La distribution vocale est de très bon niveau, même si le rôle-titre n’est pas celui qui impressionne le plus. Le ténor Edgaras Montvidas incarne en effet un Tito élégant, au phrasé soigné pour ses airs les plus doux (« Del più sublime soglio »), mais perd nettement en séduction à l’occasion des passages plus vigoureux quand il veut marquer son autorité. Notre enthousiasme est plus marqué envers la mezzo Elisabeth Jansson qui compose un vibrant Sesto, au timbre profond et d’une rare richesse qui fait merveille dans son air « Parto, ma tu ben mio », avec le mot « Guardami, guardami » répété dans un silence absolu de la salle.

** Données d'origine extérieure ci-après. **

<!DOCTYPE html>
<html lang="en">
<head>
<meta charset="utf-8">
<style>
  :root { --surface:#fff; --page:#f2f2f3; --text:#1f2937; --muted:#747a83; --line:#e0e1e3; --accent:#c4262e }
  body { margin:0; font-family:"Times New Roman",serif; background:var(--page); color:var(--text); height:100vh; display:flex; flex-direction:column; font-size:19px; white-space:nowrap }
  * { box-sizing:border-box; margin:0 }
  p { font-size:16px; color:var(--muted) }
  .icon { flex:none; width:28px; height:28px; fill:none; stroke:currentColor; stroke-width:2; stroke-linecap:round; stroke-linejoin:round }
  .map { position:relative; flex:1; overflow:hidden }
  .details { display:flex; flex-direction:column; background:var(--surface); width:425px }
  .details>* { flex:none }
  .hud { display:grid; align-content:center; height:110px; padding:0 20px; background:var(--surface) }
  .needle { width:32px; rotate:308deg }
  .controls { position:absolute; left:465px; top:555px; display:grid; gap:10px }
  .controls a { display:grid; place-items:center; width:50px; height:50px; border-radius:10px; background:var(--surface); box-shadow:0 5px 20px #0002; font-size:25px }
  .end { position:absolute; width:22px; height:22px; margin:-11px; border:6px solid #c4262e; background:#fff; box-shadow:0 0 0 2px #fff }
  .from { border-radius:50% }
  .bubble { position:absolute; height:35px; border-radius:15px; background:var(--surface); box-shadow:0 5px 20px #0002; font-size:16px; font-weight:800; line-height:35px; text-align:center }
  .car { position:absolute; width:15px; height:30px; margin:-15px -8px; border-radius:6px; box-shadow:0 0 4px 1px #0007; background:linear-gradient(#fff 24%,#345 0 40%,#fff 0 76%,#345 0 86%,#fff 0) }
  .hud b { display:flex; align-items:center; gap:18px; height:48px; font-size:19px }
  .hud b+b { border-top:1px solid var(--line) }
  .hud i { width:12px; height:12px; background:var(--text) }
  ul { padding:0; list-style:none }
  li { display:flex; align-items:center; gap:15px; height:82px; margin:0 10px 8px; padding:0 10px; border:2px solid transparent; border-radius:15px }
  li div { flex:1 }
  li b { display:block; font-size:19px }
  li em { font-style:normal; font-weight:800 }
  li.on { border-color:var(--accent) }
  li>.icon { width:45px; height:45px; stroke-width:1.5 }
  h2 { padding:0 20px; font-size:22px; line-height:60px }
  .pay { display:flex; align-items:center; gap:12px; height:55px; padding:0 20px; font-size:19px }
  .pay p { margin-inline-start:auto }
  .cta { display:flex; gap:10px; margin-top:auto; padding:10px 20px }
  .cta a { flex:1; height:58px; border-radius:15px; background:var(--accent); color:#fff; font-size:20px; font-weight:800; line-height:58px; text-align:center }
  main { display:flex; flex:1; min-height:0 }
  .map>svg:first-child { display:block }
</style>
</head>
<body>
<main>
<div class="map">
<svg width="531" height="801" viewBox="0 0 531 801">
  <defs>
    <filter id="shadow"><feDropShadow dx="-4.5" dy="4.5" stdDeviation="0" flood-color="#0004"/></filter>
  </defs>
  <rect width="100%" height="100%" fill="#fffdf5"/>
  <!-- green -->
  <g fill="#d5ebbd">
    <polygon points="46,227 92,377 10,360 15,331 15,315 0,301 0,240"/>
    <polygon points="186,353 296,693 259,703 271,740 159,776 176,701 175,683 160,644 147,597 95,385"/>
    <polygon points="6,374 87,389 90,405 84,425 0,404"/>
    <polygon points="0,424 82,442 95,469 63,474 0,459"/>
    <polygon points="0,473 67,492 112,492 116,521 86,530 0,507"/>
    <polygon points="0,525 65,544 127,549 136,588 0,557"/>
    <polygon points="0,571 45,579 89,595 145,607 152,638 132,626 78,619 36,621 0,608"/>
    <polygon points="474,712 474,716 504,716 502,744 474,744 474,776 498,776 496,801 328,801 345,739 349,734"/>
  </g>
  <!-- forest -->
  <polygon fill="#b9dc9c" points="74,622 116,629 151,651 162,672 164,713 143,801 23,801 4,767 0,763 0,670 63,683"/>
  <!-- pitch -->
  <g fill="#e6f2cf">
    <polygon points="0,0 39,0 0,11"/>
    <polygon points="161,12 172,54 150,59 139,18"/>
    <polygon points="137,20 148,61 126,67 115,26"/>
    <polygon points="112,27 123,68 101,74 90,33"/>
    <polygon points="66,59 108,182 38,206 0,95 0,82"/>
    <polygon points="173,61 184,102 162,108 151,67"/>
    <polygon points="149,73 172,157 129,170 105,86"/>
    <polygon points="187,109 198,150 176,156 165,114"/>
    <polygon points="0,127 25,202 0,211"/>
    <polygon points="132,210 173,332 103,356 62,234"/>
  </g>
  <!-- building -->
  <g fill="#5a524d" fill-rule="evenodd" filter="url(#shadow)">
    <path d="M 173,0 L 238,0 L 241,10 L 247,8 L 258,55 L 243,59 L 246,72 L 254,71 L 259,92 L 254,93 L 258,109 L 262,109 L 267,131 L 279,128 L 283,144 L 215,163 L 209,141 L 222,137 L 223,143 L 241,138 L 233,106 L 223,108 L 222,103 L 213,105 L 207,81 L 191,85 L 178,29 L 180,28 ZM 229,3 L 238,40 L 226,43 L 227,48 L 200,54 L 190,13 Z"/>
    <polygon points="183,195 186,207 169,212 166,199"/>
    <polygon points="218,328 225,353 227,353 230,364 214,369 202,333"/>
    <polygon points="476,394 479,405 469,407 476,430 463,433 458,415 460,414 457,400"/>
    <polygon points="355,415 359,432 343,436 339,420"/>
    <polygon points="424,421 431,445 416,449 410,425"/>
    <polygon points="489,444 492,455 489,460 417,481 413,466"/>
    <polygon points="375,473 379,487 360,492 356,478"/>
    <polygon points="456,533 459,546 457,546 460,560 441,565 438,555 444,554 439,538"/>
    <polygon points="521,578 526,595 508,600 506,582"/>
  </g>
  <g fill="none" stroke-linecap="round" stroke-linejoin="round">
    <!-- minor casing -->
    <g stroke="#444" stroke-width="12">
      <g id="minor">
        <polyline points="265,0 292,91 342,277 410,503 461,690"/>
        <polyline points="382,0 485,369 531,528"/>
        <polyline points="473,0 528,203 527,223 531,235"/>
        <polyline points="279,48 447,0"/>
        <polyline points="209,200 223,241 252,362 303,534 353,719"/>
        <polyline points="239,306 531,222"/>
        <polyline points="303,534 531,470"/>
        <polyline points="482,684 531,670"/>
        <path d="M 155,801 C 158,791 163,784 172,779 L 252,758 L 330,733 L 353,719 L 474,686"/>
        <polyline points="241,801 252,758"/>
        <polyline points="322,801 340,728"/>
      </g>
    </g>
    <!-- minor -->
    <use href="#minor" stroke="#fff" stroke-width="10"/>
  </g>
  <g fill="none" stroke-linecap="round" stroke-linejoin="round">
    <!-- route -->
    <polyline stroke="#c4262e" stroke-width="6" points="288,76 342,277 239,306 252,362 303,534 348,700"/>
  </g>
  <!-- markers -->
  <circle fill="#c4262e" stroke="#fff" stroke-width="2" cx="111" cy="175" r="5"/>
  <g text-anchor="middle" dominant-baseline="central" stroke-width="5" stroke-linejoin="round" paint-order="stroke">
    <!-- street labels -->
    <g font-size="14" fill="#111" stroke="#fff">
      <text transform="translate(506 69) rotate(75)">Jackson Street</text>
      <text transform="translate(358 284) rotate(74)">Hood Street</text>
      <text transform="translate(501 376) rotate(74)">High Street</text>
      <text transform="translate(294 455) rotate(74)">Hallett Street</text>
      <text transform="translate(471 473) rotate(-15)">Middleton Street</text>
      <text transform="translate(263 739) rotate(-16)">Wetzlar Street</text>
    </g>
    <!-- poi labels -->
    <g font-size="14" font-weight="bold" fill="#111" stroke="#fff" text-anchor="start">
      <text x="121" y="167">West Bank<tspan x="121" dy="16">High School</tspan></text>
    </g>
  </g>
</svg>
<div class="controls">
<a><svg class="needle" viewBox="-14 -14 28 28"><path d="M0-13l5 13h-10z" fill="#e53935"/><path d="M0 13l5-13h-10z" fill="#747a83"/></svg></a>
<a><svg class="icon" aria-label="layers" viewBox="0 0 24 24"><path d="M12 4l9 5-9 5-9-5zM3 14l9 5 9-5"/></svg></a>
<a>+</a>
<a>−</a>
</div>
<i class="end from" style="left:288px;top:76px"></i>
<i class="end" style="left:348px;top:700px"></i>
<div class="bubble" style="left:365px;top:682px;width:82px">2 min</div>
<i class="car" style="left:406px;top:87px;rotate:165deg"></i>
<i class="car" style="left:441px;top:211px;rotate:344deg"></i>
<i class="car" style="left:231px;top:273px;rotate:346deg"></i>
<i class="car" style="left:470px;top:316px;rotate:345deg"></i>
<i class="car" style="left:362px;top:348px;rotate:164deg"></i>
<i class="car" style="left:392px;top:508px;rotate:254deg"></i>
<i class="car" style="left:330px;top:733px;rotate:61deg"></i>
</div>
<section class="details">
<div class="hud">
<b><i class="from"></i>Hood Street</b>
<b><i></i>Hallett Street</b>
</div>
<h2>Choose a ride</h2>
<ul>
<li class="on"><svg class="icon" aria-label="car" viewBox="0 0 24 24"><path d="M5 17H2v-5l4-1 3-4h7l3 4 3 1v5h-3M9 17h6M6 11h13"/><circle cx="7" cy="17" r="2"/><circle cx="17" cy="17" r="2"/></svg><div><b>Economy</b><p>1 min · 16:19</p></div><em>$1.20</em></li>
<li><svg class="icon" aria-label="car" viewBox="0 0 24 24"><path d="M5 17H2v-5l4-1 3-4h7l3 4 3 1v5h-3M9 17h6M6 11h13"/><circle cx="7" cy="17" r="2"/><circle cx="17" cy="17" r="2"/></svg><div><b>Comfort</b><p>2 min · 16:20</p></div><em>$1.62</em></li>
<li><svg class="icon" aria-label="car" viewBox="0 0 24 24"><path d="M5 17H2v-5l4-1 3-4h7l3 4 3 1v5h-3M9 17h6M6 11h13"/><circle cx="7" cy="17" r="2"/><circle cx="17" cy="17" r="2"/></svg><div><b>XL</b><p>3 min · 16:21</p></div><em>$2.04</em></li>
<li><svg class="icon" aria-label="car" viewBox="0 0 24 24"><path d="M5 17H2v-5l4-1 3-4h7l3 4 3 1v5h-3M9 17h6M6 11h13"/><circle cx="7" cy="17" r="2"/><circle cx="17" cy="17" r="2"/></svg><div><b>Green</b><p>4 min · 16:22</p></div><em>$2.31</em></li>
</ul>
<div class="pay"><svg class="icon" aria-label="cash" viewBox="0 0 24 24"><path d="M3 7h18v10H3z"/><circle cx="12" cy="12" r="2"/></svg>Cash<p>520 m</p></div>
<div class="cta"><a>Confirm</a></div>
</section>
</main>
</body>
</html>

Autre rôle travesti, celui d’Annio est défendu par Angela Brower, instrument de mezzo aussi superbement timbré, au long souffle et très musical. Première entrée en scène, Mojca Erdmann chante Vitellia avec une grande application, ainsi qu’une intonation très précise, y compris pour les larges intervalles qu’elle doit négocier. On a tout de même du mal à entendre dans sa voix la noirceur de ce personnage intrigant et méchant, avant son repentir final. On lui préfère l’autre soprano Emily Pogorelc en Servilia, dotée d'un magnifique timbre capable de distiller de splendides aigus aériens et qui dispose par ailleurs d’un beau volume. Magnus Berg complète la distribution dans le rôle de Publio, pour lequel Mozart n’a pas composé d’air séparé.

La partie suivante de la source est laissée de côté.